If this size inflation affected the application binary that gets distributed through Apple's App Store, it would be a major problem. Apple devices would suddenly find themselves short on space.

But issue matters only to developers because it inflates the bitcode associated with apps submitted to Apple for review. In particular, it's a concern for those developing watchOS apps, which are subject to a 100MB upload limit through Apple's iTunes Connect system and are required to include bitcode.

"Bitcode is an intermediate representation of a compiled program," Apple explains in its developer documentation. "Apps you upload to iTunes Connect that contain bitcode will be compiled and linked on the store. Including bitcode will allow Apple to re-optimize your app binary in the future without the need to submit a new version of your app to the store."

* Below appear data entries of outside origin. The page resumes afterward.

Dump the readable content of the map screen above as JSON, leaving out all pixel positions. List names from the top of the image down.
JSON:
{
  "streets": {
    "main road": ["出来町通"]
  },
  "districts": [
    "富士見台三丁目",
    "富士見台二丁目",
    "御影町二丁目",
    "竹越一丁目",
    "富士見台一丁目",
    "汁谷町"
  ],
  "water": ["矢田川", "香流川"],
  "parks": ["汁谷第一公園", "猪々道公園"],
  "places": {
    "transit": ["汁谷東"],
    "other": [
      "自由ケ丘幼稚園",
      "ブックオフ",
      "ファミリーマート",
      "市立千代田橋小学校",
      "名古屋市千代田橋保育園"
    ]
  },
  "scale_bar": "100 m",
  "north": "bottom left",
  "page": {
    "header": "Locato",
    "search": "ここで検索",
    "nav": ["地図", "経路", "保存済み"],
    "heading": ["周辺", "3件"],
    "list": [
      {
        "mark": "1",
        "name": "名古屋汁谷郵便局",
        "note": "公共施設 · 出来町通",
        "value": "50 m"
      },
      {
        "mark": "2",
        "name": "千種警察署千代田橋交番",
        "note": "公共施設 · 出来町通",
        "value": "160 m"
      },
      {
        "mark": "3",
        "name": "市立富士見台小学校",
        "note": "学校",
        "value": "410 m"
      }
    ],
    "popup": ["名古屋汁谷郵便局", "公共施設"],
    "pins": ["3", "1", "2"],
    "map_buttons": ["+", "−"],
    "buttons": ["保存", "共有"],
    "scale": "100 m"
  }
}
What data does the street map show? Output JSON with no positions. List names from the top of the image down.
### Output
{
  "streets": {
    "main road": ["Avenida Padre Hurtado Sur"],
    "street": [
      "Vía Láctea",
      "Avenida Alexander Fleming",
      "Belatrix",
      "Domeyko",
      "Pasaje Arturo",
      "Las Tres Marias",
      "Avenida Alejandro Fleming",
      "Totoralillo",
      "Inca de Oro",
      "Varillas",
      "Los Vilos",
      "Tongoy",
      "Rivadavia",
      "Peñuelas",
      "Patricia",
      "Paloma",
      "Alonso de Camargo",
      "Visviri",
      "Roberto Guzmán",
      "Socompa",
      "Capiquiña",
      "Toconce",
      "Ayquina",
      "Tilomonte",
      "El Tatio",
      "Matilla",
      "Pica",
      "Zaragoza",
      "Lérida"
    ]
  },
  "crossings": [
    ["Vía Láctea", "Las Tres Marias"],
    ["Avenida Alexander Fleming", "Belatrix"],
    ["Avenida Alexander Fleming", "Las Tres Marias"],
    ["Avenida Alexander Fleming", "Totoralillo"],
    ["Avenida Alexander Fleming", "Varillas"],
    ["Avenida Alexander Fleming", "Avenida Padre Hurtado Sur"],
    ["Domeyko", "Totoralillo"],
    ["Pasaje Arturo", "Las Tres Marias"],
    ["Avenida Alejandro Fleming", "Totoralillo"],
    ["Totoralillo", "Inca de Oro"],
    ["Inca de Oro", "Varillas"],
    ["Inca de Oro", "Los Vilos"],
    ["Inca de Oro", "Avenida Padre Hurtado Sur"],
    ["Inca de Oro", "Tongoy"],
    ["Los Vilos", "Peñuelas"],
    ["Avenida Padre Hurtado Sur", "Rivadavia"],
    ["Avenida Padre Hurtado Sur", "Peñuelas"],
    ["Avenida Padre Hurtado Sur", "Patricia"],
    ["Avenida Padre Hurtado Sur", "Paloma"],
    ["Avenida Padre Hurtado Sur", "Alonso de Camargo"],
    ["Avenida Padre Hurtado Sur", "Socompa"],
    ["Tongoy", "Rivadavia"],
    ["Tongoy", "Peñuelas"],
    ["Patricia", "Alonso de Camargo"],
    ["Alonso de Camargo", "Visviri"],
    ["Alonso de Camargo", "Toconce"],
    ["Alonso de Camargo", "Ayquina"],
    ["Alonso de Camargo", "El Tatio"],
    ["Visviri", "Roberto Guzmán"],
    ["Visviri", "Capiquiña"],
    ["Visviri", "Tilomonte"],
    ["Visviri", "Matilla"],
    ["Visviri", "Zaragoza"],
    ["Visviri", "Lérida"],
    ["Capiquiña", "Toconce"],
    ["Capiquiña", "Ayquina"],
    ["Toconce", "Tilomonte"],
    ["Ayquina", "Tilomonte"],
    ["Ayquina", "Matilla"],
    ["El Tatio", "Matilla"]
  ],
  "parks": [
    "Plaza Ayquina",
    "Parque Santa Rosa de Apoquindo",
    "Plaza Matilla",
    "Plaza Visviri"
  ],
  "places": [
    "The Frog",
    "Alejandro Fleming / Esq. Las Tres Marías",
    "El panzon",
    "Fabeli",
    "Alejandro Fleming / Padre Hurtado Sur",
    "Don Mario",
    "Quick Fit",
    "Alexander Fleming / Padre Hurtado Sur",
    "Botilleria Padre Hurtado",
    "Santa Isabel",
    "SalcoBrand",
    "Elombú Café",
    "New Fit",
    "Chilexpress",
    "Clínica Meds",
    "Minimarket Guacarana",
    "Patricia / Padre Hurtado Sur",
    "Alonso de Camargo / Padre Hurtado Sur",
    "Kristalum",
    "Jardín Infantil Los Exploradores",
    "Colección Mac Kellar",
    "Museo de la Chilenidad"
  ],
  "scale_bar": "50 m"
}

Specifically, Bitcode is a bitstream representation of LLVM IR.

In a phone interview with The Register, Simard said among Apple developers there's some controversy over the actual purpose of bitcode. "It's not clear whether Apple has ever made use of it or if they will," he said. "The process is a bit opaque."

Apple, secrecy fetishist that it is, did not respond to a request for comment.

While the stated purpose of bitcode is to allow Apple to recompile apps at a later time to include future optimizations or capabilities, Simard said, "there's no proof Apple has ever leveraged bitcode for anything."

Apple introduced bitcode about three years ago with Xcode 7, Simard said.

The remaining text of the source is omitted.